一方、大学の拡大にともない、これまで大学総長とともに院長が兼務していた小学校・中学校・高等学校の校長は、1958(昭和33)年から各校専任の校長になりました。これにより、各校独自の取り組みも積極的になされていくようになり、1960(昭和35)年には、埼玉県新座市に取得した新たな校地に、高等学校が移転をしました。

(写真5_01)

(写真5_01)東京裁判で東条元首相の弁護人を務めた清瀬一郎と写る松下正寿学院院長・大学総長
東京裁判で東条元首相の補佐弁護人を務めたこともある松下正寿は、佐々木順三の後任として立教学院院長・大学総長・各校校長に就任した。
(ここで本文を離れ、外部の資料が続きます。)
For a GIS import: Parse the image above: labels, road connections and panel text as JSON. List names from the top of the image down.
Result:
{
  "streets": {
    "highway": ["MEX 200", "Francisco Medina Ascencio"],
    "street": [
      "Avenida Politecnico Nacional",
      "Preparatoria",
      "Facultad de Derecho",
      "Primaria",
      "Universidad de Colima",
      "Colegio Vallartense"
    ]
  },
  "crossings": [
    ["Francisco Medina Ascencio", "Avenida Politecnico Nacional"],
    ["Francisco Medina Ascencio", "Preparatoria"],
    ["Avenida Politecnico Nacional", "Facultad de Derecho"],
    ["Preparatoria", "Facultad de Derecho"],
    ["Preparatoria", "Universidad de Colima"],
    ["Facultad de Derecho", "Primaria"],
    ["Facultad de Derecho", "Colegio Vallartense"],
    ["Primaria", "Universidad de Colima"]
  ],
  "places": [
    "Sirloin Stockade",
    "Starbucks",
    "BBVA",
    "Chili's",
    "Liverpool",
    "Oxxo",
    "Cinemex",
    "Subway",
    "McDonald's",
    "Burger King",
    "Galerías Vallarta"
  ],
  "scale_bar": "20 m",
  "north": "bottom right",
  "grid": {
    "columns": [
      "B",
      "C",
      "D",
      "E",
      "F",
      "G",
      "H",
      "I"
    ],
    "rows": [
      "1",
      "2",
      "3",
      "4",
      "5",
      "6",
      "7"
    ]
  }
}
社会学部・法学部などの新設や5号館・6号館の建設、原子力研究所の開設など、大学の拡大に尽力した。写真は、1957(昭和32)年1月29日に帝国ホテルで開かれた立教大学新年祝賀パーティーの時のもの。左から2人目が松下、その右が清瀬一郎。

(写真5_02)

(写真5_02)原子炉の炉心部
米国聖公会から寄贈を受けた立教大学原子力研究所(神奈川県横須賀市)の原子炉は、日本で4番目に設置されたものであった。同研究所は、所期の目的は十分に達成されたとの判断に基づき、2001年に原子炉の稼働を停止し、2003年には廃止届けを提出した。2017年現在、廃止措置中にある。

(写真5_03)

(写真5_03)大学校舎5号館(池袋)の落成(1959年4月)
松下正寿総長のもと、法学部の設置にあたって新設された5号館。

(写真5_04)

(写真5_05)

(写真5_04、05)六大学野球4連覇
1953(昭和28)年に20年ぶりに優勝した立教大学野球部だが、57(昭和32)年の春からは4連覇という快挙をなしとげた。(写真5_04)は、優勝を祝う提灯行列。(写真5_05)は、1957年春季リーグ戦優勝時の長嶋茂雄、本屋敷錦吾、杉浦忠、浅井精の各選手(右から)。

(写真5_06)

(写真5_06)箱根駅伝
立教スポーツが大きく花開いた1950年代。なかでも1957(昭和32)年1月には箱根駅伝で3位(写真)と健闘、翌58(昭和33)年には箱根駅伝7位、バスケットボール部の全日本学生選手権優勝、六大学野球での4連覇と好結果が続いた。

(写真5_07)

(写真5_07)有賀千代吉小学校校長
厳しい財政状況のなかで小学校創設に尽力した。1948(昭和23)年の開校時には教頭、1949(昭和24)年からは主事、専任校長制へ移行した58(昭和33)年からは校長と、小学校草創期の要職を歴任した。

(写真5_08)

(写真5_08)高橋昊中学校校長
専任校長制へ移行した翌年の1959(昭和34)年から72年まで校長を勤めた。立教中学校を「一流校」とすべく、「学力の向上」や「設備の充実」に取り組んだ。

(写真5_09)

(写真5_09)縣康高等学校校長
1953(昭和28)年から主事となり、専任校長制となった58(昭和33)年から71(昭和46)年まで校長を勤めた。1960(昭和35)年には、狭隘な池袋校地から新座への移転を実現した。

(写真5_10)

(写真5_10)中学校「収穫感謝祭」の様子
毎秋おこなわれる「収穫感謝祭(礼拝)」を写した1枚。有志により果物や缶詰が持ち寄られている。 (『〔立教中学校卒業アルバム〕』1962年3月より)

(写真5_11)

(写真5_11)落成当時の新座チャペル
写真は1963年落成当時の新座チャペル。建築家のアントニン・レーモンドの設計による。定礎式が1月25日の聖パウロ回心日におこなわれ、「立教学院聖パウロ礼拝堂」と命名された。

(写真5_12)

(写真5_12)新座チャペルとベルタワー
チャペルの建設後、1967(昭和42)年に付設施設である、チャペル会館やベルタワーなどが完成した。

(写真5_13)

(写真5_13)新座チャペルの内部

(写真5_14)

(写真5_14)新座の立教高校新校舎落成
高等学校の移転に伴い1960(昭和35)年に建設された高等学校校舎。本館は、鉄筋コンクリート造三階建てで、30教室を用意した。

(写真5_15)

(写真5_15) 立教高校宿舎(東寮)

(写真5_16)

(写真5_16) 立教高校宿舎(西寮)
(写真5_15、16)立教高校宿舎(東寮)・(西寮)
全国から生徒を集めらるよう、1960(昭和35)年4月に開寮した(写真5_15)。1963(昭和38)年には西寮(写真5_16)、1965(昭和40)年には和寮が完成した。